[Excerpted records]
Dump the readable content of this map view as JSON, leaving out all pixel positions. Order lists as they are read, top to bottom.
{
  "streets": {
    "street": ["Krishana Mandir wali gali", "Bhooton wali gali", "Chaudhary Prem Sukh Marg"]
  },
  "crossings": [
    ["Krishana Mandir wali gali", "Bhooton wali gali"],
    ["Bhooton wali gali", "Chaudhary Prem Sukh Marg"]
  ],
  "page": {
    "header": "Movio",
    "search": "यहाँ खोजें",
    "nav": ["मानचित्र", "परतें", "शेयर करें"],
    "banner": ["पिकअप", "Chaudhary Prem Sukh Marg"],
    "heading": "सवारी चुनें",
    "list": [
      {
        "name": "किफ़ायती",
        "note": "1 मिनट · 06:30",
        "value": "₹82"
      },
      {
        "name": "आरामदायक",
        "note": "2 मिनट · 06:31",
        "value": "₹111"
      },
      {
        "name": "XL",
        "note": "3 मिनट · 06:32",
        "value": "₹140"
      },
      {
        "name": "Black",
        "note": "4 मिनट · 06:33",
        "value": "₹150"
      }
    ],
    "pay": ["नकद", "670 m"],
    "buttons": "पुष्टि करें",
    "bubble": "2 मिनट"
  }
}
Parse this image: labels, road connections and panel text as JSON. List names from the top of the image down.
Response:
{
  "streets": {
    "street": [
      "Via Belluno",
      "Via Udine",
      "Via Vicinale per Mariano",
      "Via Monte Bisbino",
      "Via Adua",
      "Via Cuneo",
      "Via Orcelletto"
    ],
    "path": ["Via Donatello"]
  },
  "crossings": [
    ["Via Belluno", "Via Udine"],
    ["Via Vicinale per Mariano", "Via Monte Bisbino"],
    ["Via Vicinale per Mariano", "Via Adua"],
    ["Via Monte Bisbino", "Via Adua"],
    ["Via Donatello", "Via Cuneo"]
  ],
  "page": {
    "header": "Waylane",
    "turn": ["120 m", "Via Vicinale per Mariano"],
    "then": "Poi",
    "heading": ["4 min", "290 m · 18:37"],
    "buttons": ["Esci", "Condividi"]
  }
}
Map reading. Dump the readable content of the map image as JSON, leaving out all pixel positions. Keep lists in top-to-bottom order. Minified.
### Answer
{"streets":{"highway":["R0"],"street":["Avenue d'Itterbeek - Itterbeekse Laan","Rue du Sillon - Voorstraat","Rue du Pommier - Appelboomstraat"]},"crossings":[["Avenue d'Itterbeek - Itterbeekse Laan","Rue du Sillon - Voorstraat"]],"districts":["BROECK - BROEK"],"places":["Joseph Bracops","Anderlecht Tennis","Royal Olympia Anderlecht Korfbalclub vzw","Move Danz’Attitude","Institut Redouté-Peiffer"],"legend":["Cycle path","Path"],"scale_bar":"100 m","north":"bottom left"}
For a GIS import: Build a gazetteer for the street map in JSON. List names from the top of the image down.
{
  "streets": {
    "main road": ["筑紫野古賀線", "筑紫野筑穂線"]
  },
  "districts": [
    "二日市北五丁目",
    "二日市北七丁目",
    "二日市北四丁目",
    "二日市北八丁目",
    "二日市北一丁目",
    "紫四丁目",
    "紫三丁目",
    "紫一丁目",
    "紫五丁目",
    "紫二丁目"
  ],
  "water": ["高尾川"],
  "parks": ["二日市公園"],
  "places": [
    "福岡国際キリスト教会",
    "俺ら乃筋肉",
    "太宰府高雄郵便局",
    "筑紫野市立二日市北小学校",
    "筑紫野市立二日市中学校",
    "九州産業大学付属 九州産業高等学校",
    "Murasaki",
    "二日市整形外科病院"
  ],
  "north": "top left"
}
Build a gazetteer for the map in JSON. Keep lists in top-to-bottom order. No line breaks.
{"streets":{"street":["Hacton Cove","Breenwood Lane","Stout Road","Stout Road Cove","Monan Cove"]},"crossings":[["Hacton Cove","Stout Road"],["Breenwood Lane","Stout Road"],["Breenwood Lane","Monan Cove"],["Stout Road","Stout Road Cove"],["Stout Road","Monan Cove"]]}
[/Excerpted records]
Problem to work on: Nothing in the entries should be skipped. Output them all exactly.

Task solution:
Dump the readable content of this map view as JSON, leaving out all pixel positions. Order lists as they are read, top to bottom.
{
  "streets": {
    "street": ["Krishana Mandir wali gali", "Bhooton wali gali", "Chaudhary Prem Sukh Marg"]
  },
  "crossings": [
    ["Krishana Mandir wali gali", "Bhooton wali gali"],
    ["Bhooton wali gali", "Chaudhary Prem Sukh Marg"]
  ],
  "page": {
    "header": "Movio",
    "search": "यहाँ खोजें",
    "nav": ["मानचित्र", "परतें", "शेयर करें"],
    "banner": ["पिकअप", "Chaudhary Prem Sukh Marg"],
    "heading": "सवारी चुनें",
    "list": [
      {
        "name": "किफ़ायती",
        "note": "1 मिनट · 06:30",
        "value": "₹82"
      },
      {
        "name": "आरामदायक",
        "note": "2 मिनट · 06:31",
        "value": "₹111"
      },
      {
        "name": "XL",
        "note": "3 मिनट · 06:32",
        "value": "₹140"
      },
      {
        "name": "Black",
        "note": "4 मिनट · 06:33",
        "value": "₹150"
      }
    ],
    "pay": ["नकद", "670 m"],
    "buttons": "पुष्टि करें",
    "bubble": "2 मिनट"
  }
}
Parse this image: labels, road connections and panel text as JSON. List names from the top of the image down.
Response:
{
  "streets": {
    "street": [
      "Via Belluno",
      "Via Udine",
      "Via Vicinale per Mariano",
      "Via Monte Bisbino",
      "Via Adua",
      "Via Cuneo",
      "Via Orcelletto"
    ],
    "path": ["Via Donatello"]
  },
  "crossings": [
    ["Via Belluno", "Via Udine"],
    ["Via Vicinale per Mariano", "Via Monte Bisbino"],
    ["Via Vicinale per Mariano", "Via Adua"],
    ["Via Monte Bisbino", "Via Adua"],
    ["Via Donatello", "Via Cuneo"]
  ],
  "page": {
    "header": "Waylane",
    "turn": ["120 m", "Via Vicinale per Mariano"],
    "then": "Poi",
    "heading": ["4 min", "290 m · 18:37"],
    "buttons": ["Esci", "Condividi"]
  }
}
Map reading. Dump the readable content of the map image as JSON, leaving out all pixel positions. Keep lists in top-to-bottom order. Minified.
### Answer
{"streets":{"highway":["R0"],"street":["Avenue d'Itterbeek - Itterbeekse Laan","Rue du Sillon - Voorstraat","Rue du Pommier - Appelboomstraat"]},"crossings":[["Avenue d'Itterbeek - Itterbeekse Laan","Rue du Sillon - Voorstraat"]],"districts":["BROECK - BROEK"],"places":["Joseph Bracops","Anderlecht Tennis","Royal Olympia Anderlecht Korfbalclub vzw","Move Danz’Attitude","Institut Redouté-Peiffer"],"legend":["Cycle path","Path"],"scale_bar":"100 m","north":"bottom left"}
For a GIS import: Build a gazetteer for the street map in JSON. List names from the top of the image down.
{
  "streets": {
    "main road": ["筑紫野古賀線", "筑紫野筑穂線"]
  },
  "districts": [
    "二日市北五丁目",
    "二日市北七丁目",
    "二日市北四丁目",
    "二日市北八丁目",
    "二日市北一丁目",
    "紫四丁目",
    "紫三丁目",
    "紫一丁目",
    "紫五丁目",
    "紫二丁目"
  ],
  "water": ["高尾川"],
  "parks": ["二日市公園"],
  "places": [
    "福岡国際キリスト教会",
    "俺ら乃筋肉",
    "太宰府高雄郵便局",
    "筑紫野市立二日市北小学校",
    "筑紫野市立二日市中学校",
    "九州産業大学付属 九州産業高等学校",
    "Murasaki",
    "二日市整形外科病院"
  ],
  "north": "top left"
}
Build a gazetteer for the map in JSON. Keep lists in top-to-bottom order. No line breaks.
{"streets":{"street":["Hacton Cove","Breenwood Lane","Stout Road","Stout Road Cove","Monan Cove"]},"crossings":[["Hacton Cove","Stout Road"],["Breenwood Lane","Stout Road"],["Breenwood Lane","Monan Cove"],["Stout Road","Stout Road Cove"],["Stout Road","Monan Cove"]]}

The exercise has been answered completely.